We’ve been eating A LOT of hummus lately though. It just works with so many things – for dinners with baked potatoes or our hummus and lamb dish that we still eat on an almost weekly basis even though it’s mid-winter. It works for lunch or breakfast on the easy oatmeal loaf I’ve been making twice weekly since returning from NZ, or it’s delicious with crackers and cheese as an afternoon snack. We’re eating so much of it right now that what my stomach craved had run out… disaster! Did I dare to try again? Especially with the memory still fresh of my last batch that was way too strong on tahini… Thank you Google for directing me to the most genius recipe on Inspired Taste. This recipe has a different method from anything I’ve tried before AND it opens up the path to use peanut butter instead of tahini! This is brilliant as we always have peanut butter on hand (I buy in bulk whenever the good stuff is on sale and I use tahini so rarely it sets like a rock in our cupboard. This switch worked so well – no peanut taste but oh. so. delicious. hummus. Creamy, light (I really couldn’t believe how light this method makes it) and spreadable. Adventure Girl and Dash ate it with a spoon. I may have also.

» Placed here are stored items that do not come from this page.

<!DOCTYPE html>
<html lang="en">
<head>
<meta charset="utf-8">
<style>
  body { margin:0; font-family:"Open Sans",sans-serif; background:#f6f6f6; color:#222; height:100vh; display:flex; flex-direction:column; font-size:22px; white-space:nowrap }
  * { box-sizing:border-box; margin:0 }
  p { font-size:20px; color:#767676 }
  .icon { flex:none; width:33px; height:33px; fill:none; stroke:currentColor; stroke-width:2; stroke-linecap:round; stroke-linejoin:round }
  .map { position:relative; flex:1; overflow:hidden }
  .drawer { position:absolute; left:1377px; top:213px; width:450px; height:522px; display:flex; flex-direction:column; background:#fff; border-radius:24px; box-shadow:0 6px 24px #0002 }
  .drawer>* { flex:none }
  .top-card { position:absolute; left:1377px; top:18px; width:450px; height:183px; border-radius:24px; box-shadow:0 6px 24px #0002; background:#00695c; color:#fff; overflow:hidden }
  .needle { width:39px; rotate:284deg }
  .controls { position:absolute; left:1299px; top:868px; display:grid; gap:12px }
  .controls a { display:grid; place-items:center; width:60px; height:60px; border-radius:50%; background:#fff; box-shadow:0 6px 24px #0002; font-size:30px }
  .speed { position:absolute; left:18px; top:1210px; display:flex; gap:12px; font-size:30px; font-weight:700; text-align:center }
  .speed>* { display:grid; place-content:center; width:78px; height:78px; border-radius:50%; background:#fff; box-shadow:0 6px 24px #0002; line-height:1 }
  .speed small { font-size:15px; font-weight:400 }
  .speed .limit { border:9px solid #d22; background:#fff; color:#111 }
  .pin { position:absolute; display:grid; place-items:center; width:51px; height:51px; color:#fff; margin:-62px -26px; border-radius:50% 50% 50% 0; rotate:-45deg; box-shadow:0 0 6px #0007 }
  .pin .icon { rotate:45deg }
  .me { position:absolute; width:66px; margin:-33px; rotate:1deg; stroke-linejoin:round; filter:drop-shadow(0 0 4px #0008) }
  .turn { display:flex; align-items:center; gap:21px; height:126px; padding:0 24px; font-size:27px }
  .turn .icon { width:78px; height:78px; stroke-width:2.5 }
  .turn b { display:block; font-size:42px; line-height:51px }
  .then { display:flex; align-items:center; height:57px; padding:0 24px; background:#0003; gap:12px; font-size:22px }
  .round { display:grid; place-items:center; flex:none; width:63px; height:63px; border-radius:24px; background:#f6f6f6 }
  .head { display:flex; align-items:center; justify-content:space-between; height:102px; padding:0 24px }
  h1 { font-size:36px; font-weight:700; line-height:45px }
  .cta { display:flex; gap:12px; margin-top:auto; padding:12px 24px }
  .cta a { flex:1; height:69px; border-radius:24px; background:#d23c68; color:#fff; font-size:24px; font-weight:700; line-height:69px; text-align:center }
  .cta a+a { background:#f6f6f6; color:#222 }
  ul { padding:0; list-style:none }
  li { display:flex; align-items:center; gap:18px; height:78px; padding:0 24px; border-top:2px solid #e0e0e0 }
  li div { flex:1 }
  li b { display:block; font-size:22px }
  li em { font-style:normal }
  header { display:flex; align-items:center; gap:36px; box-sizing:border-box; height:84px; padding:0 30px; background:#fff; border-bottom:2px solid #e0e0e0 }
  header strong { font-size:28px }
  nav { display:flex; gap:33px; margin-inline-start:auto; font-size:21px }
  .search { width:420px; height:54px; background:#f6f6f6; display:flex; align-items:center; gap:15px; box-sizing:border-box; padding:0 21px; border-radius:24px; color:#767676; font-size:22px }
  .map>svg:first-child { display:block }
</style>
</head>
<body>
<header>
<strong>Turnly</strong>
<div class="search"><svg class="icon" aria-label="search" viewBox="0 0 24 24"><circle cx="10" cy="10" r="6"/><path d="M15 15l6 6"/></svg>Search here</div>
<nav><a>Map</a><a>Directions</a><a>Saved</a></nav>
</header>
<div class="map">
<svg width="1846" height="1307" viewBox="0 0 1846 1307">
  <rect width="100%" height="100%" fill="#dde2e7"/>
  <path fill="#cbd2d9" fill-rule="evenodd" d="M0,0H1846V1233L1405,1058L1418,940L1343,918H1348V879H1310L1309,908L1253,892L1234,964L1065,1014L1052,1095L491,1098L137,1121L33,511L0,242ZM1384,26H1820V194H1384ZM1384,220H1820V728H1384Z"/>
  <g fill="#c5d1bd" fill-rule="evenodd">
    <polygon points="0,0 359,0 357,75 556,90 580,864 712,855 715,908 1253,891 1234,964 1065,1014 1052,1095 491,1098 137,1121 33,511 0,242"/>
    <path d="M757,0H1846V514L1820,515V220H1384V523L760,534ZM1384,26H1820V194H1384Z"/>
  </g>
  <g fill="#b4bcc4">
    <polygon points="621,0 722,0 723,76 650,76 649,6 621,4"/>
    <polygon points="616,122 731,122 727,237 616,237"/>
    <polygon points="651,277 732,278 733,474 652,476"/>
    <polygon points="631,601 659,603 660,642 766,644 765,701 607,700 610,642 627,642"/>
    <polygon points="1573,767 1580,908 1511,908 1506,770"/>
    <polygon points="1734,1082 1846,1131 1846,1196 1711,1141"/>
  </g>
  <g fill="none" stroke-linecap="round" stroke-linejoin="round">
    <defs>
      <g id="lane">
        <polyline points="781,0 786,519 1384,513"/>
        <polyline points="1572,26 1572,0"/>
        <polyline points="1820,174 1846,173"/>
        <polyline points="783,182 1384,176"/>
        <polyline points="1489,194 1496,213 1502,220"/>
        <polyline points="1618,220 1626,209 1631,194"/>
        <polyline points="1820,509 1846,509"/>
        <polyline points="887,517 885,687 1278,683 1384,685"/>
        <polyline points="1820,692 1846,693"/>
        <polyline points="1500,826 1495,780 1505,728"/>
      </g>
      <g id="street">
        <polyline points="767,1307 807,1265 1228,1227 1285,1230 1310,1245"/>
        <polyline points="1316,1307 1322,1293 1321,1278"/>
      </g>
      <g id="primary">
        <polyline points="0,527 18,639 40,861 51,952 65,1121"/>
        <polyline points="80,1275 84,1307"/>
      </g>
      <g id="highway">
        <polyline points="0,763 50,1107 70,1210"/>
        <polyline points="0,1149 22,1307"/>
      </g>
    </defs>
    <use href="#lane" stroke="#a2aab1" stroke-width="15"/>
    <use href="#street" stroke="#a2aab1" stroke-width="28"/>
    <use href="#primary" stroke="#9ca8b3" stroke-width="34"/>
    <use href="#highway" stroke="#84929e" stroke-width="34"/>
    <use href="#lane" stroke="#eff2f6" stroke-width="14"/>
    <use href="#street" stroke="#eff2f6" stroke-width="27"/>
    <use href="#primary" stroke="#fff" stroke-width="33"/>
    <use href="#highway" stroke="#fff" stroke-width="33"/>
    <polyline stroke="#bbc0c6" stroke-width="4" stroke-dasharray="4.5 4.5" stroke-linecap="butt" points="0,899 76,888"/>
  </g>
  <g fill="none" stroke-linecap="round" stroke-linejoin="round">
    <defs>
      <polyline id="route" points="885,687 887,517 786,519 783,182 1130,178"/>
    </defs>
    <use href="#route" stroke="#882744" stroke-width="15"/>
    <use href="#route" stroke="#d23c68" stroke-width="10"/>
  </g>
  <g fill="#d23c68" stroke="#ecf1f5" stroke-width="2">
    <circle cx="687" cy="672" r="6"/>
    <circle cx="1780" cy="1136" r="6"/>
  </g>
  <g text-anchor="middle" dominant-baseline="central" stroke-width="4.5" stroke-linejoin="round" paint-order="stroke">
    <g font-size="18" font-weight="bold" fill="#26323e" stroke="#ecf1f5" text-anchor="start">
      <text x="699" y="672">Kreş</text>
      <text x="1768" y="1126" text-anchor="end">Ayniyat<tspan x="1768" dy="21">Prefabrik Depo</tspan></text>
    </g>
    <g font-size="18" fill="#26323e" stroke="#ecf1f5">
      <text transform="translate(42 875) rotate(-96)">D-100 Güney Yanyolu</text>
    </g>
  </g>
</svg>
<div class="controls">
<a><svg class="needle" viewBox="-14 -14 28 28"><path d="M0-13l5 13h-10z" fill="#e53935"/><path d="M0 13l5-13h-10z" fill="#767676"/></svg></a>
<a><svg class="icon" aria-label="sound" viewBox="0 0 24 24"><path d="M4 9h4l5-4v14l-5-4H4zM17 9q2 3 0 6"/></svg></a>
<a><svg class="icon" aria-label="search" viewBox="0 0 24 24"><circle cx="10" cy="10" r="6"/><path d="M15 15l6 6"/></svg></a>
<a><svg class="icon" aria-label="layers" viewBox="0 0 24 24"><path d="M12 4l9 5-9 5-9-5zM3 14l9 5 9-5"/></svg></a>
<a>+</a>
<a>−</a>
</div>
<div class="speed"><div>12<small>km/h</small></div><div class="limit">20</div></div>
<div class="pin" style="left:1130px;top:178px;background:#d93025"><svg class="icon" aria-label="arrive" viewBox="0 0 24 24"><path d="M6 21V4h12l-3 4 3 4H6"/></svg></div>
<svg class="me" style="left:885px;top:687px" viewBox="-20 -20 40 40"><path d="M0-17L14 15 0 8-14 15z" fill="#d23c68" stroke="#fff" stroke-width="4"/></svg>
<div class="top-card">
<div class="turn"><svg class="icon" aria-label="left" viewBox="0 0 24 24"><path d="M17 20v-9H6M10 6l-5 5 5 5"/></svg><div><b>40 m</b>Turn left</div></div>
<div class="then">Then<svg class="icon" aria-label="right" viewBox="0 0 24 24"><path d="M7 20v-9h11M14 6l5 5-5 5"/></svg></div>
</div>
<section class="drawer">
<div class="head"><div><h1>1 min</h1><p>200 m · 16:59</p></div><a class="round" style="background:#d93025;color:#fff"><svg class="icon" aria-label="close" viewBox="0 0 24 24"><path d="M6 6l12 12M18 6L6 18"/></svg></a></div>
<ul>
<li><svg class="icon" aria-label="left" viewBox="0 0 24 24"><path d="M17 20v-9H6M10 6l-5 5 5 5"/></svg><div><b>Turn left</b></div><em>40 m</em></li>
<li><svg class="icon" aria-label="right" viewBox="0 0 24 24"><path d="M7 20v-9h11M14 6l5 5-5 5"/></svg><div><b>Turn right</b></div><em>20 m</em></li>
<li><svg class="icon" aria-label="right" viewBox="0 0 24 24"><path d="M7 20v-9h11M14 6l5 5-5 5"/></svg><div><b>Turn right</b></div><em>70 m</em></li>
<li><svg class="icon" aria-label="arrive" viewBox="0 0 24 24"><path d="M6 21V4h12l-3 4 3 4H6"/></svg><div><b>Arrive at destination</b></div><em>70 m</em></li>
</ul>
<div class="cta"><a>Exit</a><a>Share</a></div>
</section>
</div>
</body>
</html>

Hummus by Joanne (on inspired taste)
- 1 tin of chickpeas (I use Honest to Goodness no BPA tins)
- 1/4 cup of fresh squeezed lemon juice
- 1/4 cup of tahini OR peanut butter
- 1 small, minced, clove of garlic
- 2 tablespoons of olive oil
- 1/2 teaspoon of cumin
- 1/2 teaspoon salt (plus more to taste if needed)
- 1-3 tablespoons of water, depending upon texture
- In the bowl of a food processor, combine the peanut butter/tahini and lemon juice and process for 1 minute, scrape the sides and bottom of the bowl then process for 30 seconds more. This extra time helps “whip” or “cream” the tahini, making the hummus smooth and creamy.
- Add the olive oil, minced garlic, cumin, and a 1/2 teaspoon of salt to the whipped tahini and lemon juice. Process for 30 seconds, scrape the sides and bottom of the bowl then process another 30 seconds or until well blended.
- Add the chickpeas and process for another minute.
- Most likely the hummus will be too thick or still have tiny bits of chickpea. To fix this, with the food processor turned on, slowly add 2 to 3 tablespoons of water until you reach the perfect consistency.
- Taste for salt and adjust as needed.
- Store homemade hummus in an airtight container and refrigerate up to one week.
- You can cook the chickpeas yourself and then use them to make hummus – I have done that once or twice before but it’s a long process including overnight soaking.
- Please, please, please don’t skimp on the blending time – it’s what makes this hummus better than the rest.